Peaky Blinders e gli anni Venti: la storia che ricorda il presente

I contesti storici del passato ci ricordano alcuni fenomeni contemporanei. A spiegarcelo è l’ultima stagione di Peaky Blinders, i cui dialoghi assomigliano alle propagande di oggi.

Peaky Blinders è una serie televisiva britannica, ambientata negli anni Venti in Inghilterra, che racconta l’ascesa della famiglia Shelby, nonché i membri dell’omonima gang da cui prende nome lo show. Nell’arco di cinque stagioni i gangster sono riusciti a conquistare così tanto da espandersi oltreoceano, dove li danneggerà il crollo della borsa di Wall Street.
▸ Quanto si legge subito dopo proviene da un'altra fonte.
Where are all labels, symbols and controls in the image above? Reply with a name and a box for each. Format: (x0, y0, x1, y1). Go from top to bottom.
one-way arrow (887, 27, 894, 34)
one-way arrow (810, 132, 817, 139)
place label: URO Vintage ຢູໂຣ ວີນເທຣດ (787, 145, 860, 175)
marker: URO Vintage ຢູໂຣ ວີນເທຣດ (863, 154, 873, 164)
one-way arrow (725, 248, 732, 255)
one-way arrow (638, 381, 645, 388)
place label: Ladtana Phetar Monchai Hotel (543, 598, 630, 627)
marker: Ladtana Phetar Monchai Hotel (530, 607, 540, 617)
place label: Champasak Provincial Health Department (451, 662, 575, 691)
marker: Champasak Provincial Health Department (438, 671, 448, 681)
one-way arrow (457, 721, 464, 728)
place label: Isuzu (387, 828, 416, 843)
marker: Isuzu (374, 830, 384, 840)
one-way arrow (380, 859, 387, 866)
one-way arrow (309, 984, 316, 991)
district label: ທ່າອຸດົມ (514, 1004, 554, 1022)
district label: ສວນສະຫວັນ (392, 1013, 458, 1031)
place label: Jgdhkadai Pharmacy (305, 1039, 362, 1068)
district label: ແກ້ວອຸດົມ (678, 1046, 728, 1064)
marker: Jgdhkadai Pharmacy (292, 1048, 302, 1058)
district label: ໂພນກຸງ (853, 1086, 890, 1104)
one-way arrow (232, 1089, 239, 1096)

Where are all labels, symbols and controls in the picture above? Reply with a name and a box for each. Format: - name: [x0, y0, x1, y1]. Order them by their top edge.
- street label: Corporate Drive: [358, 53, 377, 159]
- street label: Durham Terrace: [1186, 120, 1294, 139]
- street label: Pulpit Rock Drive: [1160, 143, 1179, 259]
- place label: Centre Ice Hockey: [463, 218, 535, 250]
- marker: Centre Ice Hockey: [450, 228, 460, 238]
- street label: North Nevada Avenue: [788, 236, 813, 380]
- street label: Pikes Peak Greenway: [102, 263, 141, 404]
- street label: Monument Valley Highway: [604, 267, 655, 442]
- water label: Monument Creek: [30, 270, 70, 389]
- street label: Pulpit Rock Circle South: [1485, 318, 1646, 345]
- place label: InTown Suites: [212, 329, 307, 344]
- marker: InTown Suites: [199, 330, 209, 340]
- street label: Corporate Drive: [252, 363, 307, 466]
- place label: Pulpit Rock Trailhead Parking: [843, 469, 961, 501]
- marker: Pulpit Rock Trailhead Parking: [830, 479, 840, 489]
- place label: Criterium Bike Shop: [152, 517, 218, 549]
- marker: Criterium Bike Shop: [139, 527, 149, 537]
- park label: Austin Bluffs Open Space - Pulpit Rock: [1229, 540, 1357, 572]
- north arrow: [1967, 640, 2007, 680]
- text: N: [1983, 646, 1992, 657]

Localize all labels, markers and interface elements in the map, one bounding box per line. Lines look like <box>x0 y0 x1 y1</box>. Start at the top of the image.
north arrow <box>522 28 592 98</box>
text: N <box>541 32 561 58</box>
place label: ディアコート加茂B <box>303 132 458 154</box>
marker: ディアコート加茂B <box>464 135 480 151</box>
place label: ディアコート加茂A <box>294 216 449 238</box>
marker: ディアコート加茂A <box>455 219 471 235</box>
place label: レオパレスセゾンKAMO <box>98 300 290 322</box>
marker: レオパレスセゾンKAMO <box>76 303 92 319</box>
Il “Martedì Nero” e i moti reazionari in Peaky Blinders

New York. 29 Ottobre 1929: giorno che nella storia verrà ricordato come il “Martedì Nero” ovvero quando i valori della borsa di Wall Street collassarono così drammaticamente da mandare in crisi una nazione intera, e con lei il mondo. Inizia così la quinta stagione della serie TV marcata BBC: siamo all’alba degli anni Trenta, in cui i protagonisti saranno il fascismo, la crisi economica e una forte impronta al razzismo. Nello show infatti, si possono osservare evidenti richiami a questi fenomeni. Per iniziare, ci viene dato un assaggio della situazione politica dell’epoca quando il protagonista, Tommy Shelby (interpretato da Cillian Murphy) capo della gang, ormai entrato a far parte della House of Commons, viene avvicinato da Oswald Mosley (interpretato da Sam Claflin). Personaggio storico realmente esistito, Mosley fu il fondatore del partito “Unione Britannica dei Fascisti”. Nel corso della stagione quest’ultimo dimostra di voler conquistare la Gran Bretagna, cercando di ammaliare la gente con i suoi discorsi razzisti e populisti. Inoltre, l’argomento del razzismo viene sviluppato con il personaggio di Younger (interpretato da Kingsley Ben-adir), che viene denigrato per via del colore della sua pelle: concetto che viene fortemente evidenziato da un’immagine alquanto metaforica, che ritrae una scacchiera su cui regnano diverse pedine bianche che circondano un’unica pedina nera distesa.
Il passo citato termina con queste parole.